▶ _Dataset entries_

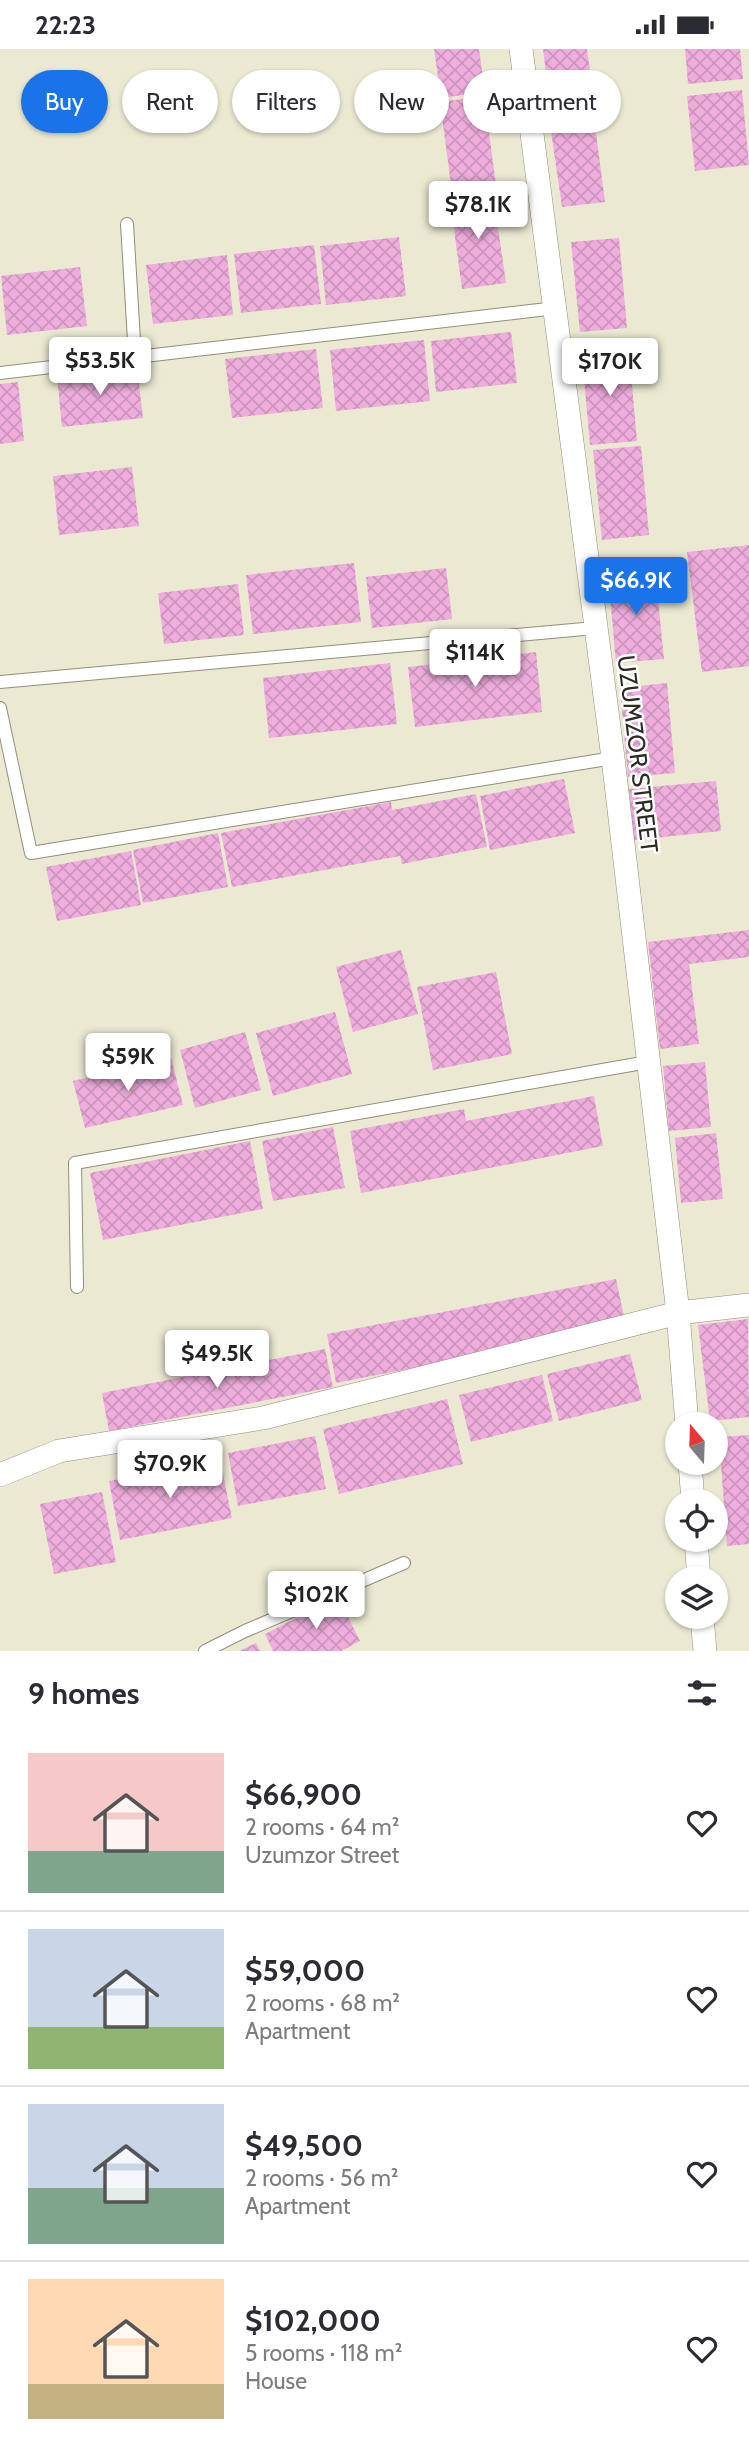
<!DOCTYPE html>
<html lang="en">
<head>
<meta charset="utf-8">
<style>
  :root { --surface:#fff; --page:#f2f2f3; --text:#2b2b33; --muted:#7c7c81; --line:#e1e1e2; --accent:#1a73e8 }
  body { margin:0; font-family:Cabin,sans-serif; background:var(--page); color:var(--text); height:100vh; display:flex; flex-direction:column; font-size:26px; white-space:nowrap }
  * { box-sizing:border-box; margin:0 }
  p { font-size:23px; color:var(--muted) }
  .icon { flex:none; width:38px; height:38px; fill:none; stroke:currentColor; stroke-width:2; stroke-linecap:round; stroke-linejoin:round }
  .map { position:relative; height:1602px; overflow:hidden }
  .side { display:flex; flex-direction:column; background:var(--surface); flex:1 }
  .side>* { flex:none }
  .banner { position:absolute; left:21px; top:21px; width:707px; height:63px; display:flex; gap:14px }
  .needle { width:46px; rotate:341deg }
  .buttons { position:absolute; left:665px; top:1363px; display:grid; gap:14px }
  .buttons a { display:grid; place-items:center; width:63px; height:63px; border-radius:50%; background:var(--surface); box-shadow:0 2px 5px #0004; font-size:35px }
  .price { position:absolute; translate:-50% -60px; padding:0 16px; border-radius:7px; background:#fff; color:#222; font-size:23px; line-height:46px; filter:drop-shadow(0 2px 4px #0008) }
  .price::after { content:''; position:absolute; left:50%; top:42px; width:21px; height:16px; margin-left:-10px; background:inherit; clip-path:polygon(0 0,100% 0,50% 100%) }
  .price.on { background:var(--accent); color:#fff }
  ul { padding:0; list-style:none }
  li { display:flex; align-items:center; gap:21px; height:175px; padding:0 28px }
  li+li { border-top:2px solid var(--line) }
  li span { display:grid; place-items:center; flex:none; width:196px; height:140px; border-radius:0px; color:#555 }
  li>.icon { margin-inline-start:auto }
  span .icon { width:84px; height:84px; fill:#fffc; stroke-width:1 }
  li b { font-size:30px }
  h2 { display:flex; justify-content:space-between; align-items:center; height:84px; padding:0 28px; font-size:30px }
  .pill { padding:0 24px; border-radius:32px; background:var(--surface); box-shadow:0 2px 5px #0004; font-size:24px; line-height:63px }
  .pill.on { background:var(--accent); color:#fff }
  .status { display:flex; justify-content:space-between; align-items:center; height:49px; padding:0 35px; background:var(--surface); direction:ltr }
  .status svg { height:19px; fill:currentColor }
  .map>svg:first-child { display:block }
</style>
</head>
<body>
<div class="status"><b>22:23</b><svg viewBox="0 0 49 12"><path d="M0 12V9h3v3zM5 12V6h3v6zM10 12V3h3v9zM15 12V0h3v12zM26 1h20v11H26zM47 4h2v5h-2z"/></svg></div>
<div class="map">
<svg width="749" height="1602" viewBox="0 0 749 1602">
  <defs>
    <pattern id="building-cross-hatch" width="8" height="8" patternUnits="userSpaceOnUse" patternTransform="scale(1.75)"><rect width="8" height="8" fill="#eeaddd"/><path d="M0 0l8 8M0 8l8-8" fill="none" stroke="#cc95bd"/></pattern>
  </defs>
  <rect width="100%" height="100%" fill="#ece9d2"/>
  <g fill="url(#building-cross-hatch)">
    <path d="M434,0H479L485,43L441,49Z"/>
    <path d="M543,0H587L596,64L552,70Z"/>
    <path d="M685,0H740L743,30L688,35Z"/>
    <path d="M742,41L749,116L695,122L687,47Z"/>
    <path d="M484,47L496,136L452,143L440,53Z"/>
    <path d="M594,69L605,153L562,158L550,75Z"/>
    <path d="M493,144L506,234L462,240L450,150Z"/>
    <path d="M399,188L406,247L326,256L320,197Z"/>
    <path d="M619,189L627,279L580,283L571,193Z"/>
    <path d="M314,196L321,255L241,264L234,205Z"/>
    <path d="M227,206L233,266L153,275L146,216Z"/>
    <path d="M80,218L87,277L7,286L1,227Z"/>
    <path d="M511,283L517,334L436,343L431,292Z"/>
    <path d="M424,291L430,352L336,362L330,301Z"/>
    <path d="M316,300L323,359L232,369L225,310Z"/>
    <path d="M629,302L637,392L590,396L582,307Z"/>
    <path d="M137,318L143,369L62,378L57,327Z"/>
    <path d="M18,333L24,392L0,395V335Z"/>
    <path d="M641,397L649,486L602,491L593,401Z"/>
    <path d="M132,418L139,477L59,486L53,427Z"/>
    <path d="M749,496V617L702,623L687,503Z"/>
    <path d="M354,514L361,573L253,585L246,526Z"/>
    <path d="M446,519L452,570L372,579L366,528Z"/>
    <path d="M655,521L664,610L616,614L608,525Z"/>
    <path d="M238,535L244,586L164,595L158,544Z"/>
    <path d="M536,603L542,663L415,678L408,618Z"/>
    <path d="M390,614L397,675L269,689L263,629Z"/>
    <path d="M667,634L675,724L628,728L620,639Z"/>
    <path d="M564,730L575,784L490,801L480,747Z"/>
    <path d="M716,732L721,782L634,791L629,740Z"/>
    <path d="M476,745L487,798L402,815L400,807L232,838L221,784L391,753L392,761Z"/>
    <path d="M218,784L228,838L143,854L133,801Z"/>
    <path d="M131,802L141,856L57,872L46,818Z"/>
    <path d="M749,881V908L689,915L699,995L660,1000L648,893Z"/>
    <path d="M401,901L418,965L353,983L336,918Z"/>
    <path d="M496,923L512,1005L433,1021L417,938Z"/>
    <path d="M335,963L352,1025L273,1047L256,984Z"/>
    <path d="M245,983L261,1041L195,1059L180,1001Z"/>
    <path d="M171,1009L183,1056L85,1079L73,1032Z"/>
    <path d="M705,1013L711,1078L669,1082L663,1017Z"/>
    <path d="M594,1047L603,1097L361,1144L350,1082L464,1060L466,1072Z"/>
    <path d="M333,1078L345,1139L273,1152L262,1092Z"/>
    <path d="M716,1084L723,1150L681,1154L675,1089Z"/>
    <path d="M250,1092L263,1160L103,1191L90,1124Z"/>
    <path d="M616,1230L625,1272L499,1297L500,1302L336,1334L327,1285Z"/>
    <path d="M748,1270L749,1368L710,1372L698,1276Z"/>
    <path d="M325,1300L333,1338L109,1382L102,1344Z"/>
    <path d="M630,1305L642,1351L559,1372L547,1325Z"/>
    <path d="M542,1326L553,1372L471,1393L459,1346Z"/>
    <path d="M447,1350L463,1415L339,1445L323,1380Z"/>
    <path d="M749,1386V1495L727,1497L719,1388Z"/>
    <path d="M315,1387L326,1440L238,1457L228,1404Z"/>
    <path d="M220,1411L232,1469L120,1491L109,1432Z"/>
    <path d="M102,1443L116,1513L54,1525L40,1455Z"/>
    <path d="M338,1548L360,1592L341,1602H273L265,1585Z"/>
    <path d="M256,1594L260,1602H239Z"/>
  </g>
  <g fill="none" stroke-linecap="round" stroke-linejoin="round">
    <g stroke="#918e7a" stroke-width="14">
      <g id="service">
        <path d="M127,175L135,308"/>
        <path d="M0,324L556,259"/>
        <path d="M0,633L595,579"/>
        <path d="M0,659L31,804L613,709"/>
        <path d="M77,1238L75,1114L648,1013"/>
        <path d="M205,1602L245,1582L404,1514"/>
      </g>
    </g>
    <g stroke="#918e7a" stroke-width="24">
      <g id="minor">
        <path d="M521,0L613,709L678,1264L687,1376"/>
        <path d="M690,1414L693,1452"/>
        <path d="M0,1426L59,1402L263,1369L678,1264L749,1256"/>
        <path d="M696,1491L699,1530"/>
        <path d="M702,1568L705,1602"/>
      </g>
    </g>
    <use href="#service" stroke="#fff" stroke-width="12"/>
    <use href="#minor" stroke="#fff" stroke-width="23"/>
  </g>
  <g text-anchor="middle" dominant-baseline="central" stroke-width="5" stroke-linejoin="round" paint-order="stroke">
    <g font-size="24" fill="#2c2b23" stroke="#fff">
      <text transform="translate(638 705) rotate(83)">UZUMZOR STREET</text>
    </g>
  </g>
</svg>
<div class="buttons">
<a><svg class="needle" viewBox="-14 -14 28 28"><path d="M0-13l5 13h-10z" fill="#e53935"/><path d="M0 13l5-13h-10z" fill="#7c7c81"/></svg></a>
<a><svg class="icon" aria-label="locate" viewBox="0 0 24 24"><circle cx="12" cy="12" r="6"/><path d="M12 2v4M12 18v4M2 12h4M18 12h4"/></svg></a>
<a><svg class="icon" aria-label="layers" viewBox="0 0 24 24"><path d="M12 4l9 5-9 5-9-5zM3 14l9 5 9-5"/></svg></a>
</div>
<b class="price" style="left:478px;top:192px">$78.1K</b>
<b class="price" style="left:100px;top:348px">$53.5K</b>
<b class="price" style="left:610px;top:349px">$170K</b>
<b class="price on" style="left:636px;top:568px">$66.9K</b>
<b class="price" style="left:475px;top:640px">$114K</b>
<b class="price" style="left:128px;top:1044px">$59K</b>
<b class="price" style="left:217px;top:1341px">$49.5K</b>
<b class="price" style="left:170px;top:1451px">$70.9K</b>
<b class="price" style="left:316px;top:1582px">$102K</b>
<div class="banner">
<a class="pill on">Buy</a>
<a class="pill">Rent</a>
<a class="pill">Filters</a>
<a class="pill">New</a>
<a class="pill">Apartment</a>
</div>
</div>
<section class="side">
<h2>9 homes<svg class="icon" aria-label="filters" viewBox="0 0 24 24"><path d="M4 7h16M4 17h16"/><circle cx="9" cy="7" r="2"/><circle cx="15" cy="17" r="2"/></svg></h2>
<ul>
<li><span style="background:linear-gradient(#f6c9c9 70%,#7fa58c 0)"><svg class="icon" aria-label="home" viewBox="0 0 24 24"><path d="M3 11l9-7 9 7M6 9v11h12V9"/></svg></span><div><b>$66,900</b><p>2 rooms · 64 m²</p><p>Uzumzor Street</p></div><svg class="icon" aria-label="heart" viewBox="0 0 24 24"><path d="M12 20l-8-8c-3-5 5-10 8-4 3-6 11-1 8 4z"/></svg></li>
<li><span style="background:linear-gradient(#c9d6e8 70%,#8fb573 0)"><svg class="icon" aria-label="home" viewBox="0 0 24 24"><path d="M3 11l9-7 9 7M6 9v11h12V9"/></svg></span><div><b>$59,000</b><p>2 rooms · 68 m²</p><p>Apartment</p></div><svg class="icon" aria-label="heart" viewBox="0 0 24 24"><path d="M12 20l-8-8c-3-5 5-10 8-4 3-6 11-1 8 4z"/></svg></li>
<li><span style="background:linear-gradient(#c9d6e8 60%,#7fa58c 0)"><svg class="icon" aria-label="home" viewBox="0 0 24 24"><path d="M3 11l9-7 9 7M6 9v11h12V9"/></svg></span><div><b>$49,500</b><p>2 rooms · 56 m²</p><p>Apartment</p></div><svg class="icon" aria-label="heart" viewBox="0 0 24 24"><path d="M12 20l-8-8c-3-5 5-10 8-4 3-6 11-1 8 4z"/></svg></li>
<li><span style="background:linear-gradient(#ffd9b3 75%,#c2b280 0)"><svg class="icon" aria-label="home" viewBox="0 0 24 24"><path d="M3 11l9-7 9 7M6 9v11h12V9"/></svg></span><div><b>$102,000</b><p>5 rooms · 118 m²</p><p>House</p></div><svg class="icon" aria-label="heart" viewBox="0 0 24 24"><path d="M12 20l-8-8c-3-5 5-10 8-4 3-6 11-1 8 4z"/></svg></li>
</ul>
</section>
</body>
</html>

▶ _What is expected_
Write out the records above exactly. Begin with the first line, end with the line holding "display:grid; place-items:center; width:63px;", and drop the pictures.

▶ _Response below_
<!DOCTYPE html>
<html lang="en">
<head>
<meta charset="utf-8">
<style>
  :root { --surface:#fff; --page:#f2f2f3; --text:#2b2b33; --muted:#7c7c81; --line:#e1e1e2; --accent:#1a73e8 }
  body { margin:0; font-family:Cabin,sans-serif; background:var(--page); color:var(--text); height:100vh; display:flex; flex-direction:column; font-size:26px; white-space:nowrap }
  * { box-sizing:border-box; margin:0 }
  p { font-size:23px; color:var(--muted) }
  .icon { flex:none; width:38px; height:38px; fill:none; stroke:currentColor; stroke-width:2; stroke-linecap:round; stroke-linejoin:round }
  .map { position:relative; height:1602px; overflow:hidden }
  .side { display:flex; flex-direction:column; background:var(--surface); flex:1 }
  .side>* { flex:none }
  .banner { position:absolute; left:21px; top:21px; width:707px; height:63px; display:flex; gap:14px }
  .needle { width:46px; rotate:341deg }
  .buttons { position:absolute; left:665px; top:1363px; display:grid; gap:14px }
  .buttons a { display:grid; place-items:center; width:63px; height:63px; border-radius:50%; background:var(--surface); box-shadow:0 2px 5px #0004; font-size:35px }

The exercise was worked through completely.